El penúltimo pelo

Antonio Villarruel
Quito, Ecuador

Manuela Picq coincidió con Rafael Correa como profesora de la Universidad San Francisco de Quito, y si no lo hizo, la diferencia de tiempo que evitó que se encontraran allí fue mínima. Así,  es probable que se conozcan, e incluso que se hayan apreciado en tiempos no tan lejanos. Ella era entonces una especie de estrella del departamento de relaciones internacionales que vivía a salto de mata por diferentes ciudades del mundo. Él, nuestro referente en economía y, de largo, el mejor profesor de esa área,  poblada entonces de fundamentalistas de mercado, tecnócratas de la eficiencia y gurús financieros.

El jueves, mientras Manuela Picq recibía toletazos de la policía, Rafael Correa dejaba caer el penúltimo pelo de su frontal craneal al cantar sobre una tarima. Sin embargo, no es poco plausible especular que Correa pudo haber terminado del mismo modo que Manuela Picq: golpeada, malherida, respirando gas lacrimógeno. Durante el par de marchas en que coincidimos, Correa siempre mostró el mismo ímpetu contestatario que los grupos indígenas a los que acompañaba y a quienes Picq ahora defiende. Pero él es ahora presidente. Ella, una deportada.

Las contingencias que le llevaron al poder  al hombre de cabello escaso deben tolerar el margen del azar y también el enamoramiento de la población por quien viene a refundar el país de un manotazo, como si todo lo anterior hubiese sido una broma de mal gusto. Tal vez así pueda entenderse no tanto por qué la una terminó protestando en la calle, pero sí por qué el otro tiene la oportunidad de gastarse el tiempo como vedette televisiva que ordena dar palo.

No conozco a Picq. Sí a Correa. Y todavía me sorprende del segundo la capacidad de refundación que tuvo. Es un lugar común decir que Correa ahora persigue a aquéllos con los que marchaba, pero al mirar con detalle esa aseveración, surge una idea inesperada. No solamente los persigue: se dio el trabajo de anularlos. Exactamente del mismo modo que las oligarquías terratenientes del siglo pasado.
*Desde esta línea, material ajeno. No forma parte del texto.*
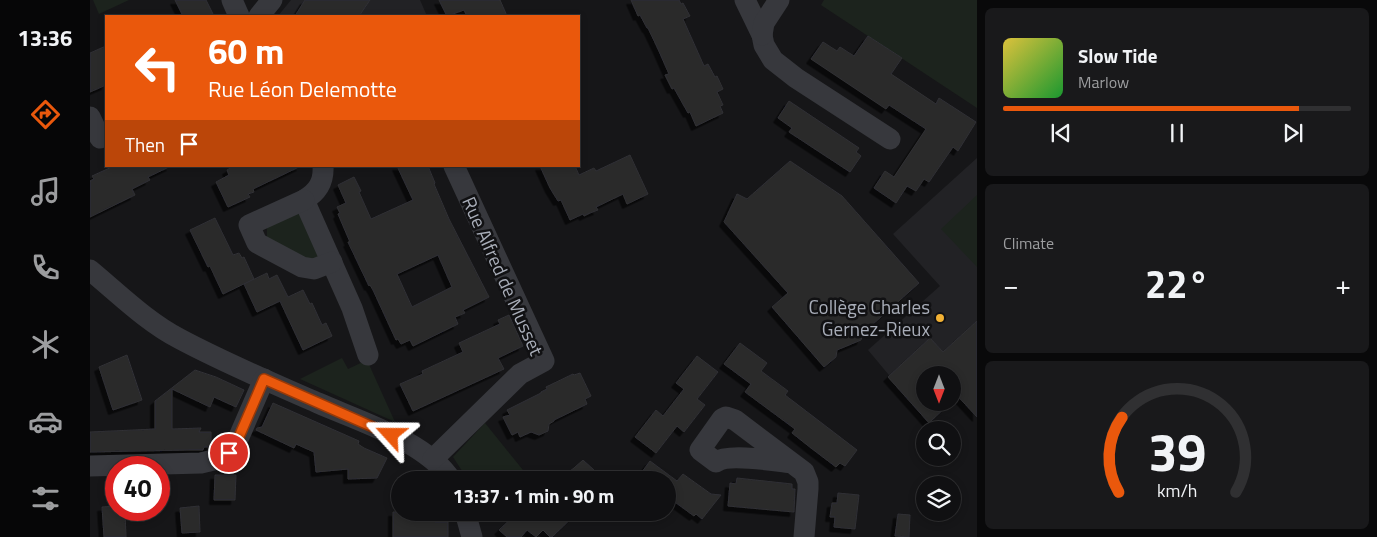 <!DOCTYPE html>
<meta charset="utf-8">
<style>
:root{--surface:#101012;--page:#19191b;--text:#f1f3f6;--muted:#9c9d9f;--line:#303032;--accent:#ea580c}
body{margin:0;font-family:"Titillium Web",sans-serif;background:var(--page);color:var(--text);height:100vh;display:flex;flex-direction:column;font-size:19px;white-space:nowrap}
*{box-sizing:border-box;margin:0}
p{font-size:16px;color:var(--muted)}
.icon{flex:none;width:28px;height:28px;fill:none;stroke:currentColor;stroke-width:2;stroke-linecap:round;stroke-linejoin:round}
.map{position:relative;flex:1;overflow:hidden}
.drawer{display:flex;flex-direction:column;gap:8px;padding:8px;background:#09090a;width:400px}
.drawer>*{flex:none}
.hud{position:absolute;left:15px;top:15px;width:475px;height:152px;border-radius:0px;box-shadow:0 2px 8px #0003,0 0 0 1px var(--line);background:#ea580c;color:#fff;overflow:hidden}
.needle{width:32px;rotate:180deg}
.fabs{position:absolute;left:826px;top:366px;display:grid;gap:10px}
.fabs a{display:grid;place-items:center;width:45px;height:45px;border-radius:50%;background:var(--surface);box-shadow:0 2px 8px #0003,0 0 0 1px var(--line);font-size:25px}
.speed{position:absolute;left:15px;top:456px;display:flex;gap:10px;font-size:25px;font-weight:700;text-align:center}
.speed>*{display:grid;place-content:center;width:65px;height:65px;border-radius:50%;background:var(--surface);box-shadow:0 2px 8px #0003,0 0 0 1px var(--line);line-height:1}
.speed .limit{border:8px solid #d22;background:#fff;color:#111}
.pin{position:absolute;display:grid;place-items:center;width:42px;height:42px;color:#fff;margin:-21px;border:2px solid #fff;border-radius:50%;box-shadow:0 1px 5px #0007}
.me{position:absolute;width:55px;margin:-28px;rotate:294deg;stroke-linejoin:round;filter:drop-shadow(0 0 4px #0008)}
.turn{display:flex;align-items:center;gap:18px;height:105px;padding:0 20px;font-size:22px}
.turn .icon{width:65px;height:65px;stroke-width:2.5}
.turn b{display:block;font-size:35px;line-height:42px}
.then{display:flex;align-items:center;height:48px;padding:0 20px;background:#0003;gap:10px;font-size:19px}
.big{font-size:38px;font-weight:700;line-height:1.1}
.drawer .card{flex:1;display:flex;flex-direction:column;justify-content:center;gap:8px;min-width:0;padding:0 18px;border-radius:8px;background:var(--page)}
.drawer .dial{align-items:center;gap:0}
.dial svg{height:130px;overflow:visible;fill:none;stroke:var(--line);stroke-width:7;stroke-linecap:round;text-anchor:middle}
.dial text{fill:var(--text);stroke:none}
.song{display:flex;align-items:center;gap:15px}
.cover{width:60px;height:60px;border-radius:8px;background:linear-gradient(135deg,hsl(50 70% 55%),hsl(130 70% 35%))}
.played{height:5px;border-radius:2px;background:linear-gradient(90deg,var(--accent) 85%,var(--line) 85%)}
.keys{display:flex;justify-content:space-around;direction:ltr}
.heat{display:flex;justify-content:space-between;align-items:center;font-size:28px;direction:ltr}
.trip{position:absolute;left:301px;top:471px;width:285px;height:50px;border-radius:25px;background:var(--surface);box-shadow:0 2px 8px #0003,0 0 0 1px var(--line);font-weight:700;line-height:50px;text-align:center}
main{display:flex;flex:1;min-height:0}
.tab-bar{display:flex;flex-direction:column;width:90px;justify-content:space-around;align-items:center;background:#060607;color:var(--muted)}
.tab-bar .icon{width:35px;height:35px}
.tab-bar .on{color:var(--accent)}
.tab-bar b{font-size:22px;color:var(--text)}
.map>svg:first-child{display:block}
.built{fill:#222225}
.green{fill:#1c231d}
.building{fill:#29292c;stroke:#303034;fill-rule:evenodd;filter:url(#shadow)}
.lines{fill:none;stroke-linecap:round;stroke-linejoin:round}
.minor{stroke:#37383d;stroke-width:21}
.route-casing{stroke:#983908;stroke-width:12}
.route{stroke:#ea580c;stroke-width:9}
.poi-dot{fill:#f2b134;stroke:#111113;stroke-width:2}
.labels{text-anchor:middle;stroke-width:5;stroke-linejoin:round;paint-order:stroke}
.street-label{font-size:19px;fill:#a8adb8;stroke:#111113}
.poi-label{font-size:19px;fill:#a8adb8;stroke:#111113;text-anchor:end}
</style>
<main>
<nav class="tab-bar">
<b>13:36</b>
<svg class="icon on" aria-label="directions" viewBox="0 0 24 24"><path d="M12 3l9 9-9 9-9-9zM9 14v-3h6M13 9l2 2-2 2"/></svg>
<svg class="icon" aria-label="music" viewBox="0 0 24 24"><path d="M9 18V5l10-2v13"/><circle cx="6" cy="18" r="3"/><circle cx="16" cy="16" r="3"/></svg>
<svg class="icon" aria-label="phone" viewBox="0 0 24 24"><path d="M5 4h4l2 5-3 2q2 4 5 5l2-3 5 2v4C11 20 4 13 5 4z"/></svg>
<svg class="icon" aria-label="climate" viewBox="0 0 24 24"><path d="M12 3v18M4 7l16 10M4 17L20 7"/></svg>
<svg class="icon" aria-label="car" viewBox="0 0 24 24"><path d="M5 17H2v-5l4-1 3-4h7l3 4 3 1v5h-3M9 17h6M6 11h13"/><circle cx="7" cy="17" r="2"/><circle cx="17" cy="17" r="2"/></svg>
<svg class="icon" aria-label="filters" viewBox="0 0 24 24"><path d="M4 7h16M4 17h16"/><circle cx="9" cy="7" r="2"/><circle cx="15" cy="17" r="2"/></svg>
</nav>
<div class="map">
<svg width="887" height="537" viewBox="0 0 887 537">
<defs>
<filter id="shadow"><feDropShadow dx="-4.5" dy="4.5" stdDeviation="0" flood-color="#0009"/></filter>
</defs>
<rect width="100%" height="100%" fill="#161618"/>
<g class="built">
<path d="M201,0H330L337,16H188Z"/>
<path d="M887,158V415L869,395L863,401L862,375H835V402L861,403L839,423L778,350L850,286L803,234Z"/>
</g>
<g class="green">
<path d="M3,0H39L9,14Z"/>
<path d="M734,0H887V108L731,5Z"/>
<path d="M887,195V267L851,229Z"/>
<path d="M205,212L213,216L229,250L227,258L220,263L177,237V227Z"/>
<path d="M252,358L258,369L277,360L305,422L210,379Z"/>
<path d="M395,423L437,475L432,480H378L363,457Z"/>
</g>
<g class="building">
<path d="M85,0H116L124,16H93Z"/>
<path d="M215,0H280L269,16H205Z"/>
<path d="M349,0H410L417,16H377L374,10L357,16Z"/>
<path d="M541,0H589L591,4L593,3L600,16L593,19L614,66L618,64L625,77L627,76L633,89L627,92L633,105L630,106L633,113L606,126L600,112L598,113L584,88L582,89L575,75L579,74L568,49L558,28H557L550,15L548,16Z"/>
<path d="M778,36L812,58L801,74L846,104L849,98L886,122L868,151L863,147L839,182L834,179L826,191L817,186L806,203L784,188L795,171L804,177L836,129L799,105L796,109L721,59L733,42L747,51L750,47L764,56Z"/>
<path d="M16,46V85L0,92V53Z"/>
<path d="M699,101L769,148L766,152L771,156L760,172L699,132L702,128L688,118Z"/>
<path d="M540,155L558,194L537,204L533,194L506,207L508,210L500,213L494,216L493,214L480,220L471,200L468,201L460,188L450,166H485L489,175L504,168L506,171Z"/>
<path d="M700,161L752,196L829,283L773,333L771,340L747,350L746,357L734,367L682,307L698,293L634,222L647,194L657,199Z"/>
<path d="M24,166H81L58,177L60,180L42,189L45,195L0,217V181L4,179L2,176Z"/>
<path d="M144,166H211L163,189L164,192L158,194L160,197L138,207L126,182L139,175L137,170Z"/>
<path d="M307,166H338L345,183L344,184L359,219L399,297L373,310L375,313L365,317L368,324L323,346L320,340L311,344L308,339L306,340L283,290L280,285L279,286L258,242H260L248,214L250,213L247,207L256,203L248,185L264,177L271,191L269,192L281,219L323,200ZM348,255L362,287L322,307L307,274Z"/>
<path d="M125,218L143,255L149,253L152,258L154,257L164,279L133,294L120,266L118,267L100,230Z"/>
<path d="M177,273L179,279L187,275L198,297L213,290L220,304L222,303L232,325L236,323L242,336L213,350L190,301L167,312L154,284Z"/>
<path d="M419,315L433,346L408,358L414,369L323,411L310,384L333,374L332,371L373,352L369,343L410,324L408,320Z"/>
<path d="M887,321V417L862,390V375H835V402H861L839,423L798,377L840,338L853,352Z"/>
<path d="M650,343L677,363L671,371L698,391L695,395L767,450L755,466L750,463L746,467L721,448L702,433L705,429L655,392L661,384L634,364Z"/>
<path d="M37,355L52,400L23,410L9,367Z"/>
<path d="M607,356L628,372L607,399L615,405L594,432L587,426L566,453L545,437L566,410L573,416L594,389L586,383Z"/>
<path d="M105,370L126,377L154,390L146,407L124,397L120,407L82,389V429L111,428L109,432H121V447H114L113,450H99L0,452V432L65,429V401Z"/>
<path d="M490,373L501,396L495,399L497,404L464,420V421L459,424L458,431L449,435L441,432L430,437L428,432L422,435L413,417L420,415L417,410L451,393V392L457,389L456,387L483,374L484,375Z"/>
<path d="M183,403L260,437L269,441L268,444L274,448L297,458L287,478L258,479V469L226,472L224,452L206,444L204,448L166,430L167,428L172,427Z"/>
<path d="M493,460L515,480H468L484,468Z"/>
<path d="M560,461L587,481L593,474L621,494L631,495L612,519L606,514L604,516L578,497V480H546Z"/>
<path d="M125,475H146L145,500H124Z"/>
<path d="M647,478L702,484V489H705L704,512L638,506L640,483L646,484Z"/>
<path d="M748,493L769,495L765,529L744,527L745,517H740L742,503H747Z"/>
<path d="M26,506V510H35L36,537H14L12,507Z"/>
<path d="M109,506L110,532L92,533L90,508Z"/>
<path d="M303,512H345V522H358V537H303Z"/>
<path d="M428,512H488L462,537H460L453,530L446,537L437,530L431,537H417L409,530Z"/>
<path d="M808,514L820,515L819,537L805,536Z"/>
</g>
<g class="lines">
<g class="minor">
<path d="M142,0L149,16"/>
<path d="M655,0L672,35L674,45L683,60L706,78L800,139"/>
<path d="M169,16L182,0"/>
<path d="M672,35L674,23L689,0"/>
<path d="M0,117L10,138"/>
<path d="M233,166C234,182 228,192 214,200L262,308L278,355"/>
<path d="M214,200L159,225L167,243L212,267L224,269L242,262"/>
<path d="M0,270C29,294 57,322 90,339C135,363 182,383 228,403C269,421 337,442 361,480"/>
<path d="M343,459L430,374L454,361L364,166"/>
<path d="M702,463C685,461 638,453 626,462L610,450L632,419L636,417L645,420L714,472L718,482V489L714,537"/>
<path d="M0,466L111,463L132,458L139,453L145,446L174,379"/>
<path d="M375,512L382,537"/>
</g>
</g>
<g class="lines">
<defs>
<path id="route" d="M139,453L145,446L174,379L301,435"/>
</defs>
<use href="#route" class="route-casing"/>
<use href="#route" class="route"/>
</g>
<circle class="poi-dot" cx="850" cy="318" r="5"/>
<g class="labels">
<g class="street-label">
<text transform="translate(413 276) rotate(66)" y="7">Rue Alfred de Musset</text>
</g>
<g class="poi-label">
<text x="840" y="314">Collège Charles<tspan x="840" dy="22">Gernez-Rieux</tspan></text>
</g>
</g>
</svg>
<div class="fabs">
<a><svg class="needle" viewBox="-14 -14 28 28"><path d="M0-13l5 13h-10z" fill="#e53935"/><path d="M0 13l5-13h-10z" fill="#9c9d9f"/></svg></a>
<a><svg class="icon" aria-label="search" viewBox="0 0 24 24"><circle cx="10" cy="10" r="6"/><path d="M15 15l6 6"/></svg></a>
<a><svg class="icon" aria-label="layers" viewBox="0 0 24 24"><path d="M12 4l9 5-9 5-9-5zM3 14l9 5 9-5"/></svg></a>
</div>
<div class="speed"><div class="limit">40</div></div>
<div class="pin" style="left:139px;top:453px;background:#d93025"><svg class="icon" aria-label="arrive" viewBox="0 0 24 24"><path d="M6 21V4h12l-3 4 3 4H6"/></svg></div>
<svg class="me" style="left:301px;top:435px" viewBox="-20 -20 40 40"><path d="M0-17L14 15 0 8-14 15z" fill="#ea580c" stroke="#fff" stroke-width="4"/></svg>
<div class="trip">13:37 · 1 min · 90 m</div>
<div class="hud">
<div class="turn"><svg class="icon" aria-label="left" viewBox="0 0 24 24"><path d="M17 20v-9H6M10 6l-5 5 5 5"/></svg><div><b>60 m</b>Rue Léon Delemotte</div></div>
<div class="then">Then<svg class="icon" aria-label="arrive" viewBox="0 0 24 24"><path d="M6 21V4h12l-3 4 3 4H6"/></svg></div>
</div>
</div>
<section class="drawer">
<div class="card">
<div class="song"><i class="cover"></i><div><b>Slow Tide</b><p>Marlow</p></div></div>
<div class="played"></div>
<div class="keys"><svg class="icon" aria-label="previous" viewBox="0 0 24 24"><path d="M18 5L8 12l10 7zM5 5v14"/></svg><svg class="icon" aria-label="pause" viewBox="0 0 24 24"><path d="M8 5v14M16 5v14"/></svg><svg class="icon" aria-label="next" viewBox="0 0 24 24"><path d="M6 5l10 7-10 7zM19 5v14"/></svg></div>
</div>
<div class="card"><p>Climate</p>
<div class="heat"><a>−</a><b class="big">22°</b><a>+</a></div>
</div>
<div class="card dial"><svg viewBox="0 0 100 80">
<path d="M14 69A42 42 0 1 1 86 69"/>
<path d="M14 69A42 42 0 0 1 16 23" stroke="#ea580c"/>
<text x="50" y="56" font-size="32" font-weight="700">39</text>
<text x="50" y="72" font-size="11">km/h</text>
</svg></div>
</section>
</main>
La Revolución Ciudadana, al imaginar tabula rasa –y con eso a admitir en sus filas a exservidores del febrescorderismo- activó la idea de que nada sensato le precedía, de que no existía una idea previa de luchas sociales ni emancipaciones. Los indígenas le fueron causa hasta que se enfrentaron a su poder. De ahí en adelante, son rezago. La clase media quiteña que lo encumbró –conmigo en la lista de votantes, ay- ya no es el legado del liberalismo iluminado; es una masa cerril y golpista de la que conviene cuidarse.  La izquierda con que compartía proyectos de recuperación ambiental y desarrollo sostenible es un legajo de ecologistas infantiles. Los profesores con quienes se solidarizaba son ahora una mafia inepta enquistada en el sector público.

Varios de los que le siguen sostienen todavía que en él y su proyecto reside el gran cambio que apuntala a una sola, soberana, América Latina, y al camino de la independencia y el desarrollo del país. ¿Qué tanto es suficiente para ellos? ¿Cuál es la gota que colma su vaso? ¿Por qué la lucha ambiental, el debate sobre la soberanía de la diversidad cultural o el modelo de uso de deuda soberana son siempre sinónimos de los intereses de una burguesía acomodada que no alcanza a comprender un auténtico cambio? ¿Quién le regaló el título de la verdadera izquierda a nuestro nuevo Nebot y a sus custodios?

El último pelo está por caerse. Y con él, todo el disfraz.